Peternak Kambing Sleman Perlu Modal dan Penyuluhan
SLEMAN — Sejumlah peternak berharap pemerintah setempat memberikan perhatian pada kelompok ternak kambing di Kabupaten Sleman. Pasalnya selama ini mereka mengaku kurang mendapat perhatian dari pemerintah, baik dalam hal pemberian modal, penyuluhan ataupun pengecekan kesehatan.
Menurut Ketua Persatuan Peterenak Kambing Kaligesing Nasional (Pepekanas) Kab Sleman, Suryono prospek peternakan kambing khususnya jenis Kaligesing atau Peranakan Etawa (PE) di Sleman sangat menjanjikan.
Jumlah peternak kambing dikatakan terus meningkat setiap tahun. Tak hanya itu, nilai jual serta hasil dari susu kambing Kaligesing juga sangat menguntungkan sehingga sangat cerah untuk dikembangkan.
“Selama ini kita melakukan upaya pengembangan ternak secara swadaya. Sampai saat ini campur tangan pemerintah masih minim. Kita berharap pemerintah bisa lebih memperhatikan. Paling tidak melalui PPL melakukan pengecekan kandang ternak atau kesehatan ternak,” kata warga Mriyan, Seyegan, Sleman itu.
Suryono sendiri mengaku memiliki sedikitnya 25 kambing berbagai jenis, yang didominasi jenis Kaligesing atau PE. Selain membudidaya untuk dijual anakan.
Ia juga mendapat hasil dari menjual indukan. Menurutnya harga kambing jenis kaligesing memiliki nilai jual lebih tinggi dibanding jenis kambing lainnya.
“Harga anakan berkisar mulai Rp1,5 juta hingga Rp4juta. Apalagi untuk kelas kontes, bisa lebih mahal. Indukan bisa sampai Rp35j uta per ekor. Saya sendiri biasa menjual sampai ke Jawa Barat hingga Jawa Timur. Pernah juara nasional juga,” kata peternak yang mulai menekuni bisnis kambing sejak 20002 itu.

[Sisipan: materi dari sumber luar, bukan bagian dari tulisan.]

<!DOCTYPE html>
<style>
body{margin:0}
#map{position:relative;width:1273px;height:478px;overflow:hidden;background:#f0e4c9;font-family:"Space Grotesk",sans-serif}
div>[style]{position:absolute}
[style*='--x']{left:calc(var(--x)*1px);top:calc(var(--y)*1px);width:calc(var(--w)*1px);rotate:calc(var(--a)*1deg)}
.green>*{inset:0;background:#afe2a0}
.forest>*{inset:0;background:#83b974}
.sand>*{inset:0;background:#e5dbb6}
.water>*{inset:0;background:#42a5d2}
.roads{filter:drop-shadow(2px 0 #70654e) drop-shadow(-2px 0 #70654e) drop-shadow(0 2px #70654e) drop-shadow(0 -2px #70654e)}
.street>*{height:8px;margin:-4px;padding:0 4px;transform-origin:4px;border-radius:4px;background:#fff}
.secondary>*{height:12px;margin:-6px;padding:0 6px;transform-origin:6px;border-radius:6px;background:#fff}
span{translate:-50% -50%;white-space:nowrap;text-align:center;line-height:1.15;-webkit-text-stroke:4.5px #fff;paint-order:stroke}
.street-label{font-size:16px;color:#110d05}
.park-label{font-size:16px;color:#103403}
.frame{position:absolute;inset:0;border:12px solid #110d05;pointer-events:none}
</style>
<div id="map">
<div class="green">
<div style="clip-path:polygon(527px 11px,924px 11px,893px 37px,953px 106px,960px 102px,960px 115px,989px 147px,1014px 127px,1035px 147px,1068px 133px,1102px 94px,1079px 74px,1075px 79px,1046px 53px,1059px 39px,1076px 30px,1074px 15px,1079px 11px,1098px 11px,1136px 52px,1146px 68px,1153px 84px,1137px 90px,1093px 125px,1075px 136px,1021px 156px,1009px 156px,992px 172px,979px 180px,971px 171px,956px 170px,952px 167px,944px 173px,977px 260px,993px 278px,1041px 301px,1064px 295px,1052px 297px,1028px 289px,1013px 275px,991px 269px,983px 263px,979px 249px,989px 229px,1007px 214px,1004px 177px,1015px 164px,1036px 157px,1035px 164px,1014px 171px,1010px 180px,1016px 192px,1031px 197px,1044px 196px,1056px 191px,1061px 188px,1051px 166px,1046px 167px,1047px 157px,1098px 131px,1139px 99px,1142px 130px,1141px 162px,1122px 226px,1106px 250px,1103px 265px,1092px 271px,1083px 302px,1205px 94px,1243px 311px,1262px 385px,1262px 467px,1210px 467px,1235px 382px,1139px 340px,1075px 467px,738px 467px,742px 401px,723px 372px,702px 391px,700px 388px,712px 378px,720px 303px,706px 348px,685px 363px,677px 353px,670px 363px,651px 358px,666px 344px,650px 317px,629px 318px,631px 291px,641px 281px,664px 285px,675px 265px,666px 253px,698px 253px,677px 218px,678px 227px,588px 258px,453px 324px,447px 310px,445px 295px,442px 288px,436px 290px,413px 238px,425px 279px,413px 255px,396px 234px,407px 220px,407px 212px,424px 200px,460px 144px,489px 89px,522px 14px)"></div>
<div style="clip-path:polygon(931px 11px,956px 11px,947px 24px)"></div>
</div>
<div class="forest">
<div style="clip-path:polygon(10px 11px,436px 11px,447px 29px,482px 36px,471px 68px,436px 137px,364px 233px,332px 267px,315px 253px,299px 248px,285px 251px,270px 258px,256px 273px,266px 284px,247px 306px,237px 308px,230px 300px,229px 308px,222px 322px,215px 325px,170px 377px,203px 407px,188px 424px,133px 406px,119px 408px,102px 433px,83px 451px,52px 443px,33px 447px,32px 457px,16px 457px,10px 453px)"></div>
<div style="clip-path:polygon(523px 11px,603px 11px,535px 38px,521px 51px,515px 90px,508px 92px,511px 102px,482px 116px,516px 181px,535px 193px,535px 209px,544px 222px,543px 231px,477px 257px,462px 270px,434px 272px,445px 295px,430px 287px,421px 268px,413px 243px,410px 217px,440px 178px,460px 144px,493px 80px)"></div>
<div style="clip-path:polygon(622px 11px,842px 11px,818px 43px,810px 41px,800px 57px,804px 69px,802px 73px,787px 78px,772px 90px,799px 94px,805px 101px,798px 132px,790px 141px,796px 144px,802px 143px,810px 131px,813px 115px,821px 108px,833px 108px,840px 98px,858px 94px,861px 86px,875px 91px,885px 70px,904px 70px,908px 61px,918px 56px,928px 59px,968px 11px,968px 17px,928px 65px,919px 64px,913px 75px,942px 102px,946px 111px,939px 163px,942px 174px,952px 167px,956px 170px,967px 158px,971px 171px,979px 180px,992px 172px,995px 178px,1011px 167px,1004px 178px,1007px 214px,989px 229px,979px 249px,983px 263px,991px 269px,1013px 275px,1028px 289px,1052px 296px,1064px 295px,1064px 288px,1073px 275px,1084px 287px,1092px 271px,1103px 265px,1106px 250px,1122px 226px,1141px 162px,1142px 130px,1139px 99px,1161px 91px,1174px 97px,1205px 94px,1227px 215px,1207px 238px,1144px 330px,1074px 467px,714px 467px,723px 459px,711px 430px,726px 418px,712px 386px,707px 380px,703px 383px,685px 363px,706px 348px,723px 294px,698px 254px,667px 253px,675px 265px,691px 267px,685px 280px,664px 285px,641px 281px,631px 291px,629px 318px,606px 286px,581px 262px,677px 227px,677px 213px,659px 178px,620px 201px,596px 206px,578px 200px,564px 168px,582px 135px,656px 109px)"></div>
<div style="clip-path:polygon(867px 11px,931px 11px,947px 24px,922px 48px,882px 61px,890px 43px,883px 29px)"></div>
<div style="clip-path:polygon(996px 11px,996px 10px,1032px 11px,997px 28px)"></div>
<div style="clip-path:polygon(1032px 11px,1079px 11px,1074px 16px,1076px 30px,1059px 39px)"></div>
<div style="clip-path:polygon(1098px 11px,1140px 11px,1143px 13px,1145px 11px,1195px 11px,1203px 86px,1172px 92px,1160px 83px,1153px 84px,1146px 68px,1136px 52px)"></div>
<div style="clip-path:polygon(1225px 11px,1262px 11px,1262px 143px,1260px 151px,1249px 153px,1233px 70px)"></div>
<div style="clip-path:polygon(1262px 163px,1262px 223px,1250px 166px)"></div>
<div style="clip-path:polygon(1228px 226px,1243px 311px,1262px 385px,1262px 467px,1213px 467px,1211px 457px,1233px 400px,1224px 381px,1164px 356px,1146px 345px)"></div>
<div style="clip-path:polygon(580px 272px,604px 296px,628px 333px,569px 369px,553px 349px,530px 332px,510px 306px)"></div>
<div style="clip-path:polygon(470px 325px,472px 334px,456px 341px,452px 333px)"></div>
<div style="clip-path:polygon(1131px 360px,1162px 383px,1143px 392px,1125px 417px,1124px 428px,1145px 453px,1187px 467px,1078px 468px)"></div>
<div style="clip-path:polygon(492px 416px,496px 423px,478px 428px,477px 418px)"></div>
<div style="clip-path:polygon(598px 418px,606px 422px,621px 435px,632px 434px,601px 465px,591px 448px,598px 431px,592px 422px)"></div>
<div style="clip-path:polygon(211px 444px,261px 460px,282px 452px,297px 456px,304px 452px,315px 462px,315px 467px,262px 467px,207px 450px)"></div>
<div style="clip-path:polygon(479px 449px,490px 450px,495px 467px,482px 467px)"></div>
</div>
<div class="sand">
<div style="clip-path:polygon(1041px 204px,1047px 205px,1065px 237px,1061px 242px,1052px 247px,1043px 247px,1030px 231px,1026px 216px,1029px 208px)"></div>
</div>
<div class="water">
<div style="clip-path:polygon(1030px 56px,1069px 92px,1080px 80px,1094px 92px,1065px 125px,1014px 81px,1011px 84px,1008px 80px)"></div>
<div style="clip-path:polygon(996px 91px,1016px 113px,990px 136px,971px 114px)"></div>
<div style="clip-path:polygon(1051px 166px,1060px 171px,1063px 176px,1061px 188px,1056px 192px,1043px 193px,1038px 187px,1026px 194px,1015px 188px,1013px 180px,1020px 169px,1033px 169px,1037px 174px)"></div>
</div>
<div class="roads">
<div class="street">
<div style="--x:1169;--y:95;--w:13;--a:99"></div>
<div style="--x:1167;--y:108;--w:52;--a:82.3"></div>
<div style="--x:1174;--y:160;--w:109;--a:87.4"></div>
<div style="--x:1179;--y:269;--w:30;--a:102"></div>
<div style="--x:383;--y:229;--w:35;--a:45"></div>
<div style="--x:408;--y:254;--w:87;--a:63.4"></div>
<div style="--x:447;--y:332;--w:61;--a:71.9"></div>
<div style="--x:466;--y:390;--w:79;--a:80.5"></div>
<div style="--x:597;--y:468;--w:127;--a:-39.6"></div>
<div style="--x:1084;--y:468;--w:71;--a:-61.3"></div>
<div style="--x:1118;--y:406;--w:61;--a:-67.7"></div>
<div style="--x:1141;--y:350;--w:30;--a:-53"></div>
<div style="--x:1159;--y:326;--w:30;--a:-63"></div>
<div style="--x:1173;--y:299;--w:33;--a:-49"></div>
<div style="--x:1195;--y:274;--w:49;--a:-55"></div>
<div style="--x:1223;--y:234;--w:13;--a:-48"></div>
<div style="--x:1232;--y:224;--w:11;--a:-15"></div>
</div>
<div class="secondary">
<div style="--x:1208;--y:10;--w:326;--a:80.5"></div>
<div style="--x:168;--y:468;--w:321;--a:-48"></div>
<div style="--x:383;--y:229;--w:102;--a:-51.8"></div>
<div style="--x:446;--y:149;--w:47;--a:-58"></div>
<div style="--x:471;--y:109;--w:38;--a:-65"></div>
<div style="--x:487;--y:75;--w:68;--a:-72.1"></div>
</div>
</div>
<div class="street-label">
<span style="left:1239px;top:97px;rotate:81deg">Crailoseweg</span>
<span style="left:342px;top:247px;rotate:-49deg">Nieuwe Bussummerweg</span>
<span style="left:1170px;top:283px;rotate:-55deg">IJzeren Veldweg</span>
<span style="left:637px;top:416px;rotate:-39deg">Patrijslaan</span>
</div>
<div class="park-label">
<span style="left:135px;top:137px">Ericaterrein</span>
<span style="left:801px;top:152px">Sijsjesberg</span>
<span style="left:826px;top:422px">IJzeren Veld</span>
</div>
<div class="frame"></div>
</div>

Selain menjual ternak, Suryono juga mengaku masih mendapat hasil tambahan dari menjual susu kambing PE. Setiap hari ia mampu mendapat sekitar 1,2 liter per kambing. Hasil dari susu kambing itu ia jual dengan harga Rp25 ribu per liter.
“Kita juga masih bisa mendapat tambahan dari menjual kotoran ternak. Sehari bisa dapat 2-3 sak. Sementara satu sak dijual Rp15 ribu,” katanya.
Pada musim menjelang hari raya Qurban saat ini harga jual kambing sendiri meningkat sekitar 30-50 persen dari harga normal.
“Salah satu kendala adalah masalah pakan. Kita harus rutin membeli pakan berupa komboran katul gandum. Per saknya Rp176 ribu bida untuk 3-4 hari. Selain itu juga soal perawatan. Karena kambing jenis kaligesing butuh perawatan ekstra. Ini yang mestinya ditangani pemerintah dengan melakukan penyuluhan. Karena belum semua peternak paham,” ujarnya.